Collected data
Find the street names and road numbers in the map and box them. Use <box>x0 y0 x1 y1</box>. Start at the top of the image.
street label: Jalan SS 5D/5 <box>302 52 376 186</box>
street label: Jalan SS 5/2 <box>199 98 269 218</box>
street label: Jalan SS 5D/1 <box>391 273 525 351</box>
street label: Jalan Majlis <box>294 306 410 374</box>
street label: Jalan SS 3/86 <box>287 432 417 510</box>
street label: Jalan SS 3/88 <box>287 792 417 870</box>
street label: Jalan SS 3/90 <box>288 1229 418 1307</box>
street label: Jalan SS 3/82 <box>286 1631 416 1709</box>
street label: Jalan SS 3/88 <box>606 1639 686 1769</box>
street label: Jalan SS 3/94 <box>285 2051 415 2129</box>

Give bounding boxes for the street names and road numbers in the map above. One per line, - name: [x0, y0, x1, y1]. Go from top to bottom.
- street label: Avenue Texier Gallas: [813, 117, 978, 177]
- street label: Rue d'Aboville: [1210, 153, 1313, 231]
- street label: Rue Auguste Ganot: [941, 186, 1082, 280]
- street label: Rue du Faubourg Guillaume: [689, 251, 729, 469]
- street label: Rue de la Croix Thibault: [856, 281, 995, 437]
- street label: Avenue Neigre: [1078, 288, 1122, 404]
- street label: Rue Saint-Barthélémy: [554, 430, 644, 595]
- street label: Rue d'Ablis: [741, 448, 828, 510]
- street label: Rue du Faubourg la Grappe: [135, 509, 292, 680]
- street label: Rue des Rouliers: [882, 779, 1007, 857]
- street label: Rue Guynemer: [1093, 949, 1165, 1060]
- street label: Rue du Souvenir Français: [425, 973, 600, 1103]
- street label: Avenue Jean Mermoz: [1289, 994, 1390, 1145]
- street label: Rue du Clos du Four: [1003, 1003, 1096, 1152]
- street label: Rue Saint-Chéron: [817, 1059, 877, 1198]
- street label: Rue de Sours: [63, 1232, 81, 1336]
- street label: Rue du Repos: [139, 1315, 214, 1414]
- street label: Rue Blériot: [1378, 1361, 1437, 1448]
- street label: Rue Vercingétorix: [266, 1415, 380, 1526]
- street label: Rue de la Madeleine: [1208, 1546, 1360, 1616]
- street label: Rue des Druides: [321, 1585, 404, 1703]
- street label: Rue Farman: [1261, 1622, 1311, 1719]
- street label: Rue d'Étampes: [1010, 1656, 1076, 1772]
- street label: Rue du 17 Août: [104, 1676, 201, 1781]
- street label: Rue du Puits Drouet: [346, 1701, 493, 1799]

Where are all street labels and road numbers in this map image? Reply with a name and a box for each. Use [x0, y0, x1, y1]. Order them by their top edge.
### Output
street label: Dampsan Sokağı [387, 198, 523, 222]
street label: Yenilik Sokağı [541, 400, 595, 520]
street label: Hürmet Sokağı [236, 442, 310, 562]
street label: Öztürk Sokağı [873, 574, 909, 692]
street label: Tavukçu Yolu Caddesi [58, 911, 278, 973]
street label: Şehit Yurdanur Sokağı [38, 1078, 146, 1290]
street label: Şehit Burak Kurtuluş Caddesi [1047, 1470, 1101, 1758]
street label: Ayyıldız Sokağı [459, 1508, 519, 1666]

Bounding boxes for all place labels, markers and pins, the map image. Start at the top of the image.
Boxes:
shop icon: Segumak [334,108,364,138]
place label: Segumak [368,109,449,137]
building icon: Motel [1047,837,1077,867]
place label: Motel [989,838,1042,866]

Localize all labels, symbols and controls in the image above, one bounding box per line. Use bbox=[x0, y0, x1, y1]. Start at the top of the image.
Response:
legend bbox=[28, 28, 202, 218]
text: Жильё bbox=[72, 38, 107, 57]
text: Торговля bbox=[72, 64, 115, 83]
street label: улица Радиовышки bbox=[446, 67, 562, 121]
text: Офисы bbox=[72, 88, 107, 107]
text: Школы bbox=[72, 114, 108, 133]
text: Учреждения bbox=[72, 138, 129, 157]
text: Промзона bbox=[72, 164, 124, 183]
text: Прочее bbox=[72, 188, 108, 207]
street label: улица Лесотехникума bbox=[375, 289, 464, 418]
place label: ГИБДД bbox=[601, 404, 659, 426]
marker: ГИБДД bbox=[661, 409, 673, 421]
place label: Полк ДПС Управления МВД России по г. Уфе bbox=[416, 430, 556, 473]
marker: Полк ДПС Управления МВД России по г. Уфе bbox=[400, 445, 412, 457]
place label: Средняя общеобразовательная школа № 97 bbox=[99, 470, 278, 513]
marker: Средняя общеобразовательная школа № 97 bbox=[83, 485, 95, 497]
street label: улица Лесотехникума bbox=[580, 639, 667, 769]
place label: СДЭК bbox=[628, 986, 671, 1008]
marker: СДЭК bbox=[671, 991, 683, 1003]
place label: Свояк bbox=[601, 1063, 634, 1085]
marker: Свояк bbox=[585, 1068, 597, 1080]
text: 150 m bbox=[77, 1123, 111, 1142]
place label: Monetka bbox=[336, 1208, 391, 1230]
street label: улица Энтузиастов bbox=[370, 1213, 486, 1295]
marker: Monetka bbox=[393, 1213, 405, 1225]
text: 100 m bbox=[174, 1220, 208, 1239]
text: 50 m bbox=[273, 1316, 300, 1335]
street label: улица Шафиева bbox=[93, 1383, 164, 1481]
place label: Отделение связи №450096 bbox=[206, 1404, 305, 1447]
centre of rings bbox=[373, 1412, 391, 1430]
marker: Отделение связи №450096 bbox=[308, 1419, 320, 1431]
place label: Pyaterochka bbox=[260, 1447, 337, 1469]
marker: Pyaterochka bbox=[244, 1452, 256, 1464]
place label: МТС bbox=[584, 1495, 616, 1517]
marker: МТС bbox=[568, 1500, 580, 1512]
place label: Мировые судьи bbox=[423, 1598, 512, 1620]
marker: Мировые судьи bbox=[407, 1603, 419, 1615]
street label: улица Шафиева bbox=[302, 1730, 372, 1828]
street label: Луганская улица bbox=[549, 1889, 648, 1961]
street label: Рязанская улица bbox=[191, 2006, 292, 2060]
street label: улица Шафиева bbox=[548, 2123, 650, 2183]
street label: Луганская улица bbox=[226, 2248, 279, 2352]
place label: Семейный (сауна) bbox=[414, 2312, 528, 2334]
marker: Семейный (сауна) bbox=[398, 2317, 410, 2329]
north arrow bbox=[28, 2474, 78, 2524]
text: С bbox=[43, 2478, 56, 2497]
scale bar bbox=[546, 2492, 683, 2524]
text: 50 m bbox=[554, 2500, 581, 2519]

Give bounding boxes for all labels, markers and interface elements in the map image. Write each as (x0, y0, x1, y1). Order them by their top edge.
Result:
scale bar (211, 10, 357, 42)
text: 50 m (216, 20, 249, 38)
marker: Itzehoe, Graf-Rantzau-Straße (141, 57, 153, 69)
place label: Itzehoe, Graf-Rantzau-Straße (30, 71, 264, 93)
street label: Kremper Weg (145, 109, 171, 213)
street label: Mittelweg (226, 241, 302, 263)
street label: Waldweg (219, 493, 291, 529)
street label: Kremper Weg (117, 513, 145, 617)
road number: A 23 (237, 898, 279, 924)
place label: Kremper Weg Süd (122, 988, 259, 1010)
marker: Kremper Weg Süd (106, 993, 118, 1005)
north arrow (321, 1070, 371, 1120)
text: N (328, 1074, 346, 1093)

** WORK INSTRUCTIONS **
Go through the data and show each line that holds "Мировые".

** WORKED SOLUTION **
place label: Мировые судьи bbox=[423, 1598, 512, 1620]
marker: Мировые судьи bbox=[407, 1603, 419, 1615]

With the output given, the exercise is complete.